A previsão espírita do fenómeno em Fátima: como o explica? JFNão tenho explicação. Limito-me a verificar, pela investigação feita nos jornais nacionais, que o dia 13 de Maio de 1917 foi considerado de “uma extraordinária importância para a Humanidade”. Julgo que alguém ou alguma coisa se antecipou nos trâmites da percepção comum, da informação corrente, do futuro para o passado. E isso tem a ver com domínios da percepção extra-sensorial que muitas pessoas reivindicam, ultrapassando assim as fronteiras normais do presente e “antecipando” elementos do devir.
No que respeita à previsão sobre a eleição de Manuel de Arriaga, com 30 anos de antecedência, como explica? JFÉ a mesma questão que não tem explicação. É um presumível “salto no Tempo”, tal como em relação aos eventos de Fátima. Constatei que diversas fontes da época (1882) se referem à reunião do grupo de “magnetismo”, como era designado, e a interferência do alegado e invocado “espírito de D. Sebastião” é referido quer pelos presentes, quer pelos grupos católicos e respectivas imprensas, em textos que permitem estabelecer esta surpreendente previsão que dificilmente poderá ser atribuída ao acaso, pelo menos no plano estatístico, dado o número de candidatos do Partido Republicano em posição de vir a ser eleitos como chefes do Estado após a implantação da República no nosso país.

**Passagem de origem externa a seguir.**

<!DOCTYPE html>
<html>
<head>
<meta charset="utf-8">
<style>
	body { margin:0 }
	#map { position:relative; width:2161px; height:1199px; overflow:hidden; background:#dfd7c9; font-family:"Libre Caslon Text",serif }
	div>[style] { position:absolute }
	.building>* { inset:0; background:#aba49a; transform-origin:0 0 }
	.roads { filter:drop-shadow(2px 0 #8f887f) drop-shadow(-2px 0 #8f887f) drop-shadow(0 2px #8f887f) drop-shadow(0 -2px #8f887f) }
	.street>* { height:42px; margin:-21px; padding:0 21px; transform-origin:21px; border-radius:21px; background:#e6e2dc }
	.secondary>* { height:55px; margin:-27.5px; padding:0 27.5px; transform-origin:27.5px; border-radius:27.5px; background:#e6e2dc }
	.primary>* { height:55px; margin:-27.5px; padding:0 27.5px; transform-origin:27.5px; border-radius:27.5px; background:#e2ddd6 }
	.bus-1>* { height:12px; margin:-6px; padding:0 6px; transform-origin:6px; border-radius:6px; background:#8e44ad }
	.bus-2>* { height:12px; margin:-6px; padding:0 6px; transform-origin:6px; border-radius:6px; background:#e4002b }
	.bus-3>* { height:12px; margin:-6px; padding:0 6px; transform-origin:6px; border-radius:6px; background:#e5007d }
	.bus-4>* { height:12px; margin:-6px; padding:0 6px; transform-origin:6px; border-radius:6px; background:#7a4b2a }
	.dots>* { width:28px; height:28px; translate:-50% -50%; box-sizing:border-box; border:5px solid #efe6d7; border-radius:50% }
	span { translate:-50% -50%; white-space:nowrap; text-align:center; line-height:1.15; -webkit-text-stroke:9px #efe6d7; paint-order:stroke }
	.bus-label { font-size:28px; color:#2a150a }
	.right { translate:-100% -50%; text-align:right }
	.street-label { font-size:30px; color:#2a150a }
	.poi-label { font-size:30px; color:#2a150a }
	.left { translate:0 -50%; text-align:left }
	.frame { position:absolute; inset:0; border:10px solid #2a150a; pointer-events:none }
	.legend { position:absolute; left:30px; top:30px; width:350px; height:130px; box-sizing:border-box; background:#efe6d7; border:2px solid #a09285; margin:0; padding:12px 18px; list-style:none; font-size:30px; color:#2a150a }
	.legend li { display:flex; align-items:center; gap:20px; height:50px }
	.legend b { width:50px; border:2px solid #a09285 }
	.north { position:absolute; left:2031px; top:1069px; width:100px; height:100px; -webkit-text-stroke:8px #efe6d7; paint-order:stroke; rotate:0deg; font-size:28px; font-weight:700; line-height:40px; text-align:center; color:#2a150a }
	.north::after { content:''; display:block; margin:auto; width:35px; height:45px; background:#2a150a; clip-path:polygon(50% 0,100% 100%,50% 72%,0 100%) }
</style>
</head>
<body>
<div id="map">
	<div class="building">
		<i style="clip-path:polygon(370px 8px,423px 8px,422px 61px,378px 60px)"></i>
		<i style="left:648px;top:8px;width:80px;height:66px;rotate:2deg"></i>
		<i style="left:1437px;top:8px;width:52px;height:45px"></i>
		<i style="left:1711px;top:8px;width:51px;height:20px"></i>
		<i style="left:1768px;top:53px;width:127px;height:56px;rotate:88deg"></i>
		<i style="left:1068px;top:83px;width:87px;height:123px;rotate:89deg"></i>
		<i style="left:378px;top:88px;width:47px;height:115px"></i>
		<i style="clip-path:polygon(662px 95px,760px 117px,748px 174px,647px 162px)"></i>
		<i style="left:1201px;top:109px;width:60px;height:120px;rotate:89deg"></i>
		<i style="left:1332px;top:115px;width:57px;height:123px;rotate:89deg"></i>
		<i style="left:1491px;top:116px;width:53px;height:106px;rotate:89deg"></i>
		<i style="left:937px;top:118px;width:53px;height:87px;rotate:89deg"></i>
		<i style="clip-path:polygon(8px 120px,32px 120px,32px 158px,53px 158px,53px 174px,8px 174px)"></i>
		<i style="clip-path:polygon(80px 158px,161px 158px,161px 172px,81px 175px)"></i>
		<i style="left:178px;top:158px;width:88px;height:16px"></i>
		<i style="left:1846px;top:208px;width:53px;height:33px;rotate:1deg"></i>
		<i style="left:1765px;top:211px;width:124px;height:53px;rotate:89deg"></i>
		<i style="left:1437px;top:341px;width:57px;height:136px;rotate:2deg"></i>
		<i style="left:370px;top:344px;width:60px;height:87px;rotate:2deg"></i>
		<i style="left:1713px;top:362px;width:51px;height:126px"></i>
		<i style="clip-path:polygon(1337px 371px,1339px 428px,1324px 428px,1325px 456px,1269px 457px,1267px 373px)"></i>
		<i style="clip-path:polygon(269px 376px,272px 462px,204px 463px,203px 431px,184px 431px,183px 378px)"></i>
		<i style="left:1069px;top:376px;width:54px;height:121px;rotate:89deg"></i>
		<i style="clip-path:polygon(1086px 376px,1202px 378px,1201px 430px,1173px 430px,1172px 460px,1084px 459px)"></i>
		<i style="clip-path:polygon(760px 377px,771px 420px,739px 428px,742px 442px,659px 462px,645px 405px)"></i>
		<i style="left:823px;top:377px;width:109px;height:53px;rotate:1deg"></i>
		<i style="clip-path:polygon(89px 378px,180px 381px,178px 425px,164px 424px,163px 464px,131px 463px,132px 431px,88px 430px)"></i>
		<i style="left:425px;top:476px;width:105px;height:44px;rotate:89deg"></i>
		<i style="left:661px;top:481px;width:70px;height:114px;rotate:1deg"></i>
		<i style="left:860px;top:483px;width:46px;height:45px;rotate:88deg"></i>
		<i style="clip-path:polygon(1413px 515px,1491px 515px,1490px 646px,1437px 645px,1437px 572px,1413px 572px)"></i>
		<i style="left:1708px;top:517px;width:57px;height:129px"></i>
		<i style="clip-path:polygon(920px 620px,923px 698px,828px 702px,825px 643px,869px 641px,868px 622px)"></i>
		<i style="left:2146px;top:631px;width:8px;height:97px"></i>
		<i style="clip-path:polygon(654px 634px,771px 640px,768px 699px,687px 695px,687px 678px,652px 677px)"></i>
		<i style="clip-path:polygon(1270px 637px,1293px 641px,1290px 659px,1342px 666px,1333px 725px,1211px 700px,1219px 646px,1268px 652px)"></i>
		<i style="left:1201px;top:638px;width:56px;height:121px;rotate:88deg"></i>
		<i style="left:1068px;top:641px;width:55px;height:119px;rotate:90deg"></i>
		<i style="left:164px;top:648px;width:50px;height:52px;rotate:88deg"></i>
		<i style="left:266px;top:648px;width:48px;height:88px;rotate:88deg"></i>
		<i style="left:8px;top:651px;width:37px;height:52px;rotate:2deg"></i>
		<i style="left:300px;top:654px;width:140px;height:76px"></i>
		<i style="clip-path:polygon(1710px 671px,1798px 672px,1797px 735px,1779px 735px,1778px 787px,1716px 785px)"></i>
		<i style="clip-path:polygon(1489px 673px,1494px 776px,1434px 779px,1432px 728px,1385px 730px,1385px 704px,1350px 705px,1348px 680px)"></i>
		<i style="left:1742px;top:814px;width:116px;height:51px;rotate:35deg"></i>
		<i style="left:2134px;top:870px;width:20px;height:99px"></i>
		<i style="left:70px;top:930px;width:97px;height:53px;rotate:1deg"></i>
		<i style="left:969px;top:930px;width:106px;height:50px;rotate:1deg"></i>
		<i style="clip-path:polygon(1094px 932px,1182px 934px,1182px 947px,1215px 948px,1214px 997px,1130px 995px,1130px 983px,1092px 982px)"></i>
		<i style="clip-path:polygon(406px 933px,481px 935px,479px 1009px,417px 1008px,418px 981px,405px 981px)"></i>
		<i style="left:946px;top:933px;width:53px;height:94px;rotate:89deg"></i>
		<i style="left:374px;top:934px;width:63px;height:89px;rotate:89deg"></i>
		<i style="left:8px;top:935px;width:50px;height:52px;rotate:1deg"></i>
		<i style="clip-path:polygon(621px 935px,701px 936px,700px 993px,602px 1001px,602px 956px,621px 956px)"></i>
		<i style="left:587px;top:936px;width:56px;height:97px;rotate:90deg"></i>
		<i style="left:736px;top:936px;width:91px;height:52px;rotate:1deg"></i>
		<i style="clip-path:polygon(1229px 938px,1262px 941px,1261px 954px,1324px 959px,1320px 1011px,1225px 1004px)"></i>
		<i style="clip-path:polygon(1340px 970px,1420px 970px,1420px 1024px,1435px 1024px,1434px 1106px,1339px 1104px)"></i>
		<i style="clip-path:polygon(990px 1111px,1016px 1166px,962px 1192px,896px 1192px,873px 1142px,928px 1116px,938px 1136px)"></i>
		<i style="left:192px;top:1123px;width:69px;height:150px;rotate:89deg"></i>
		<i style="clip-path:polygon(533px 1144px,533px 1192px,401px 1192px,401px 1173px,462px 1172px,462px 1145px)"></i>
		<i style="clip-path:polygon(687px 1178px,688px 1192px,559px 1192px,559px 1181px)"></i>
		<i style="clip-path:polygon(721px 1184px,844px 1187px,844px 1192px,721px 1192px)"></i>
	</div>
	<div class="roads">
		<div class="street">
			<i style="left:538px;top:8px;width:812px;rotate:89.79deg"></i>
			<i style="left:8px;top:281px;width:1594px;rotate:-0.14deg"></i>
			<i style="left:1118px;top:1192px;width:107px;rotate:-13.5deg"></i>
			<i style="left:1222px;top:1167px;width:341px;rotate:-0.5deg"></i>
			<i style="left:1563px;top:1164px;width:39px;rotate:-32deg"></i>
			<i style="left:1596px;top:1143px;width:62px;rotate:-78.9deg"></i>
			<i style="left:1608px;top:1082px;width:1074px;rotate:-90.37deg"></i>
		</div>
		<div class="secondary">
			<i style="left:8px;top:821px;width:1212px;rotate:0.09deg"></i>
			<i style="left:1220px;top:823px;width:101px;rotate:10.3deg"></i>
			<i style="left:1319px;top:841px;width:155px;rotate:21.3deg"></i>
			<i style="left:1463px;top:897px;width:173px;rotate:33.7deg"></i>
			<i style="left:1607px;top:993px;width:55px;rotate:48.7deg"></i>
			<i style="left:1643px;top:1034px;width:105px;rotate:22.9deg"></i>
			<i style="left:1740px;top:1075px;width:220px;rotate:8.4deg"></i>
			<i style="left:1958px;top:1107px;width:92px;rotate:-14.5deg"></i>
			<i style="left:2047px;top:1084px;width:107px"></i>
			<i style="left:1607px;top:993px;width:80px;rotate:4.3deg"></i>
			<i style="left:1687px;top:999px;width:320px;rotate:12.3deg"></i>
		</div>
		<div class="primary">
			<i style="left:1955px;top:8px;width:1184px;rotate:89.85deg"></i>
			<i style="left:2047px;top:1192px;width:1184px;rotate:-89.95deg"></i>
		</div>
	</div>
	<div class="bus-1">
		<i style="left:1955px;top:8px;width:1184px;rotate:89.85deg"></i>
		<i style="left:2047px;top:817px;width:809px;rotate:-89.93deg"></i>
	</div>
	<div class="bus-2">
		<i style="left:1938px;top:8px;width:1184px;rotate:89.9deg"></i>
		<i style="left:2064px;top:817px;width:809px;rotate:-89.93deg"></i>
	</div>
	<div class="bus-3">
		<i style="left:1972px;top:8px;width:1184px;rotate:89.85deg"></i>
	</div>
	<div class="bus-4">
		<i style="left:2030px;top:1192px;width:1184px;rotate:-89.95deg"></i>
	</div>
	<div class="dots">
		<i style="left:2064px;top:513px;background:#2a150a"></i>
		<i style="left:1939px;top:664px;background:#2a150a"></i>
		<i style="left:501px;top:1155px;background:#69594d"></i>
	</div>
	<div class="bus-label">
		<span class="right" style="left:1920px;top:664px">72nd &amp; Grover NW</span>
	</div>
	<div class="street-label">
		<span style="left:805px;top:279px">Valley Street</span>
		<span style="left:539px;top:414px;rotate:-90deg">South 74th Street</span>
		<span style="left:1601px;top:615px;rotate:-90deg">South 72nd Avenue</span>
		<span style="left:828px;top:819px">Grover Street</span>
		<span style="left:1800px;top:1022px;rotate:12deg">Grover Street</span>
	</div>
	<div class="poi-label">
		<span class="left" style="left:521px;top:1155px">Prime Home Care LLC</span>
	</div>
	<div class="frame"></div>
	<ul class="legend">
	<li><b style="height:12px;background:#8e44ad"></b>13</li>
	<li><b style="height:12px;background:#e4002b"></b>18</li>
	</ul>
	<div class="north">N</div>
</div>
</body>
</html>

A consciência humana e os seus limites interessam-me em particular porque diz muito do que pode ser a nossa busca pela Verdade, sempre inatingível e inacessível a seres limitados como somos. Acredita que tenham sido seres inteligentes extracorpóreos (seres espirituais) que se tenham comunicado através dos médiuns portugueses? JFEssa é uma hipótese em aberto sendo que poderão haver modalidades alternativas, como a possibilidade da nossa consciência se desdobrar e expandir para lá dos limites do Tempo cronológico e aceder a dimensões ignoradas desse mesmo Tempo que seria já uma espécie de Futuro formatado e aguardando concretização pelo indeterminismo e o livre-arbítrio humanos.

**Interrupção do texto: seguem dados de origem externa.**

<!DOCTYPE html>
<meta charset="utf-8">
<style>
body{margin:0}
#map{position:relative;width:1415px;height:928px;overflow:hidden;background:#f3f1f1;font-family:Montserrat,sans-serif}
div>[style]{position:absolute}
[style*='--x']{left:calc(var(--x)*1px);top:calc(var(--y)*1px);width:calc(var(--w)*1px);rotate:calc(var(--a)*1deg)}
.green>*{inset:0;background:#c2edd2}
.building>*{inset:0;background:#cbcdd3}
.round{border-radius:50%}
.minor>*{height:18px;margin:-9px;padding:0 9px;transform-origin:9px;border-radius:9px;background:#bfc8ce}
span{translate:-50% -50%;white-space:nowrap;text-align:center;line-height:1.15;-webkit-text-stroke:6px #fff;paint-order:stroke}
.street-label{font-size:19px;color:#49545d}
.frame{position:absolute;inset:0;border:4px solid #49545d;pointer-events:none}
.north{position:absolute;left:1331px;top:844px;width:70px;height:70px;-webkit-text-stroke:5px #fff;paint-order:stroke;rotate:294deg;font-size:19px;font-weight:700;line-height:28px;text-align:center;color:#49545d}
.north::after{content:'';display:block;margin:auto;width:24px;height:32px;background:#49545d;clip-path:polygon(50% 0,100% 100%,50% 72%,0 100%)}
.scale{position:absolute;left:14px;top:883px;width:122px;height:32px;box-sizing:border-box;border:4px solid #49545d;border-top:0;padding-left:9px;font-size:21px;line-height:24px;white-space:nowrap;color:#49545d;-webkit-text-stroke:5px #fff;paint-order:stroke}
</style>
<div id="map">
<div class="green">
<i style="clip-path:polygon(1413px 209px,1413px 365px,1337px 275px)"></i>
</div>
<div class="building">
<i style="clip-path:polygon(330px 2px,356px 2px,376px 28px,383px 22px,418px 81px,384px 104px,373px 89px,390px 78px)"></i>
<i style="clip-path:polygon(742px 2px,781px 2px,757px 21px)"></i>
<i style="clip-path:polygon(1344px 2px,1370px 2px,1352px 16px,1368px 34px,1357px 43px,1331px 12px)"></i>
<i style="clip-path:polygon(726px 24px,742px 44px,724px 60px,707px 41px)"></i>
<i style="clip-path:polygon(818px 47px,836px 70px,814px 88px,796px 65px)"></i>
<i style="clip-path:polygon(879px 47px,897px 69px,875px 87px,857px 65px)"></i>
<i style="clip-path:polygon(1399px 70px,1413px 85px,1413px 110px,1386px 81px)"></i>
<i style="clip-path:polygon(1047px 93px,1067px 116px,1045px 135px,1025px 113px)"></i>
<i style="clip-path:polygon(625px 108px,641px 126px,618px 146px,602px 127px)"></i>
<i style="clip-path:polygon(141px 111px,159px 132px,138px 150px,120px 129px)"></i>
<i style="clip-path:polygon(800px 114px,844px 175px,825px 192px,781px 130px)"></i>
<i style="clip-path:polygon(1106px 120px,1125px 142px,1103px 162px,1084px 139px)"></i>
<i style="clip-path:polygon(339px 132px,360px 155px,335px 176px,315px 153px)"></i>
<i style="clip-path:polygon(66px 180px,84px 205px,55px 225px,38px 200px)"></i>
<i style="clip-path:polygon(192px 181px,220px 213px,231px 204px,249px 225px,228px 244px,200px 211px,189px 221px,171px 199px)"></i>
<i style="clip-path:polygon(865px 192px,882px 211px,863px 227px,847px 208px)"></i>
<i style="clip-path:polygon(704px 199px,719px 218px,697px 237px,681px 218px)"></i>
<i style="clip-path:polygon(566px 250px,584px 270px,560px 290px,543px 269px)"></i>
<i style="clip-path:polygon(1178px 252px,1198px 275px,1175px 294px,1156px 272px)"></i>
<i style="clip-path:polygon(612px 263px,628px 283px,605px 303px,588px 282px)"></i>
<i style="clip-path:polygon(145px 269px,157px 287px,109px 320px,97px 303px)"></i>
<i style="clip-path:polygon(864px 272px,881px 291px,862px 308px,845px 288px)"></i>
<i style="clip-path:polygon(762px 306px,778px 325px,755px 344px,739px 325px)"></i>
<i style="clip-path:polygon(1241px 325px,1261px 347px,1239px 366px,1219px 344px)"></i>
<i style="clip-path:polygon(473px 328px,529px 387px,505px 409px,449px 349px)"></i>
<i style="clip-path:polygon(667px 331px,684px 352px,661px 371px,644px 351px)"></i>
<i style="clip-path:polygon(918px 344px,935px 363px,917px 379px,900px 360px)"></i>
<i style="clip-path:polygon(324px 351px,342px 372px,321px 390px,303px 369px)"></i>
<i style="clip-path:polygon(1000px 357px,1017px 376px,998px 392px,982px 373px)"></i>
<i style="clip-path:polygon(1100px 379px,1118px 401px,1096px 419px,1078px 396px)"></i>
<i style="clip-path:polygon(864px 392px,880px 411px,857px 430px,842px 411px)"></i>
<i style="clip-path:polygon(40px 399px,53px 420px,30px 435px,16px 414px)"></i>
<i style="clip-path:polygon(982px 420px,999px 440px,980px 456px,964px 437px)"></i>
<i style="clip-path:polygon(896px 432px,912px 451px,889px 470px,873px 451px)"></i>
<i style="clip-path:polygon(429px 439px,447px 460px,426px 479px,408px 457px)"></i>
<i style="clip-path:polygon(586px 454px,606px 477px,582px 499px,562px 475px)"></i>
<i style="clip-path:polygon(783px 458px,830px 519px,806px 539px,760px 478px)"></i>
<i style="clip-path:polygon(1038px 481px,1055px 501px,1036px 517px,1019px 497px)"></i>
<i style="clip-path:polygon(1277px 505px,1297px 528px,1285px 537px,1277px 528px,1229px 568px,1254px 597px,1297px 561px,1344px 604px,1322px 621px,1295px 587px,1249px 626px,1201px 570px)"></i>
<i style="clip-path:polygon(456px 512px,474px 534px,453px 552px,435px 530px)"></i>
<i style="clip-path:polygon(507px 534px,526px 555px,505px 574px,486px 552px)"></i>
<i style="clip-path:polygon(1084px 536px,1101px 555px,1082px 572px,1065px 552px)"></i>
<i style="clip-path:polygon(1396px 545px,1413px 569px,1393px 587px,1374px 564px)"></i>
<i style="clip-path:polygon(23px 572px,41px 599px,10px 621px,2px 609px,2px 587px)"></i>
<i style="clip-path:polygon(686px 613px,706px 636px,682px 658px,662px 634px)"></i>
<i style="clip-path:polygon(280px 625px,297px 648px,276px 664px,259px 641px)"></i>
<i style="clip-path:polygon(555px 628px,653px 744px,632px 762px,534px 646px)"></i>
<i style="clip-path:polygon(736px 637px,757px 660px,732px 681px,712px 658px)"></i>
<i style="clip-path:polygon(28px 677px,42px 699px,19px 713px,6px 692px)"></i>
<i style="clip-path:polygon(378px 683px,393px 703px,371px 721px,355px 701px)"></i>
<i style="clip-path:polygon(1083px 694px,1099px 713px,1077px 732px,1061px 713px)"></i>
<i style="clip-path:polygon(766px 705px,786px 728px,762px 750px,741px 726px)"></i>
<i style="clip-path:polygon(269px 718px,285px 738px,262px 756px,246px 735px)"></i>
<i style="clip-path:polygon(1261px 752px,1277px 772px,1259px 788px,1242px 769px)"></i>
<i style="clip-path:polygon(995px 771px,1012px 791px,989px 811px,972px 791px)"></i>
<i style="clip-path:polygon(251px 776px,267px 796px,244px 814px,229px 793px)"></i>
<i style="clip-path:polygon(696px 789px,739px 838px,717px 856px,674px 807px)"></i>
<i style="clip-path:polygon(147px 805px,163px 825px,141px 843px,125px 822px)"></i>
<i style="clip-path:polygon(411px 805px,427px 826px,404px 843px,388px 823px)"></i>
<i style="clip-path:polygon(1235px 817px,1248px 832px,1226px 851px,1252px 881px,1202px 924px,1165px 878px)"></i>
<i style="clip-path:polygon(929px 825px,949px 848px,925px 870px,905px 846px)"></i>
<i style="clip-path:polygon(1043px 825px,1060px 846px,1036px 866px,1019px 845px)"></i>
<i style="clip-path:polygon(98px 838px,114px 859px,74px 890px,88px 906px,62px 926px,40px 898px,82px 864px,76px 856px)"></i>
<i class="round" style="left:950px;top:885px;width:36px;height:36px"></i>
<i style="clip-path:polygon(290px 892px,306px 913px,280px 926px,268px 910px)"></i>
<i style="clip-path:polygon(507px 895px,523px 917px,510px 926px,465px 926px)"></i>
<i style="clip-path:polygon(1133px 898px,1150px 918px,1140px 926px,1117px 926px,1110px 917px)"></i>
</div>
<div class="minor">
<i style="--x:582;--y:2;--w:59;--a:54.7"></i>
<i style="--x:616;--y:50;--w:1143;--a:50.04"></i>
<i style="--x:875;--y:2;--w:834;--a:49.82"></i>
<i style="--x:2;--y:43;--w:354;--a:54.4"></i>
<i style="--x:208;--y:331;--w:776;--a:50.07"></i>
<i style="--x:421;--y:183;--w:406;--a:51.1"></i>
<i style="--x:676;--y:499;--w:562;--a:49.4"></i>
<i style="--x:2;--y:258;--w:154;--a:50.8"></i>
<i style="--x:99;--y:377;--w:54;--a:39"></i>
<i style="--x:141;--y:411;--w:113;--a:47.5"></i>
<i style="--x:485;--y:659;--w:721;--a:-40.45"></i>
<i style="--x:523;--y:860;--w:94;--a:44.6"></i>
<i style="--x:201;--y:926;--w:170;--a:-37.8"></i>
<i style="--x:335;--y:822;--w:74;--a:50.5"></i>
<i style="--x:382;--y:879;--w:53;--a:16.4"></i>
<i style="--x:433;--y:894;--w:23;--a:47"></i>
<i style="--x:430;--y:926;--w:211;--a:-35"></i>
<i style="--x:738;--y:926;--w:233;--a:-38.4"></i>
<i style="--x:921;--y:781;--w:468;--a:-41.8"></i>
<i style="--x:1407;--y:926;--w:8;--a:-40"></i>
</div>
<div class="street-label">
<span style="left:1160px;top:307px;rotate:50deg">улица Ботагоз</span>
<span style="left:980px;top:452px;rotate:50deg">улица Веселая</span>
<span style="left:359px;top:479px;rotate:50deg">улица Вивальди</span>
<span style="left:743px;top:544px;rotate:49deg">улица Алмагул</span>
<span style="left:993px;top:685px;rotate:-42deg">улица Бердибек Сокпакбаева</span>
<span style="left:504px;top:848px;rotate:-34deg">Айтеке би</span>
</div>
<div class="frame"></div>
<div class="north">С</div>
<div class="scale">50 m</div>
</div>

Existem outras explicações para estes fenómenos, que sejam credíveis? JFA hipótese da nossa consciência não estar subjugada aos condicionalismos do Tempo cronológico do Presente tem sido suscitada por cientistas e pensadores de relevo após a revolução quântica do século XX. Que tipo de pesquisa, documentação e registo recomendaria aos espíritas portugueses actualmente? JFNeste momento estou a prosseguir o inventário e a investigação das fontes periódicas ligadas ao movimentos espírita e espiritualista em Portugal, que remontam a meados do século XIX, como seria de esperar, pela emergência da vaga do espiritismo norte-americano, mas antes disso ao chamado “magnetismo animal” que precede esse interesse desde a década de 1830 entre nós.
Parece existir uma linha de continuidade entre a prática clínica, por exemplo, das “curas magnéticas” e a moda vertiginosa das chamadas “mesas-girantes” que irrompe em Portugal, como de resto na Europa em geral, no ano de 1853. Algo que queira dizer.... JFApenas diria que estamos na pré-história do conhecimento do ser humano e das potencialidades que se nos apresentam como expressões vivas ao nível do Cosmos. Contudo, o nosso lugar numa escala gradativa de inteligências só será plenamente aferido quando nos confrontarmos com outras eventuais inteligências extraterrestres e se com elas pudermos comunicar, trocando níveis de experiência e de entendimento sobre a Realidade, ou seja, o Cosmos.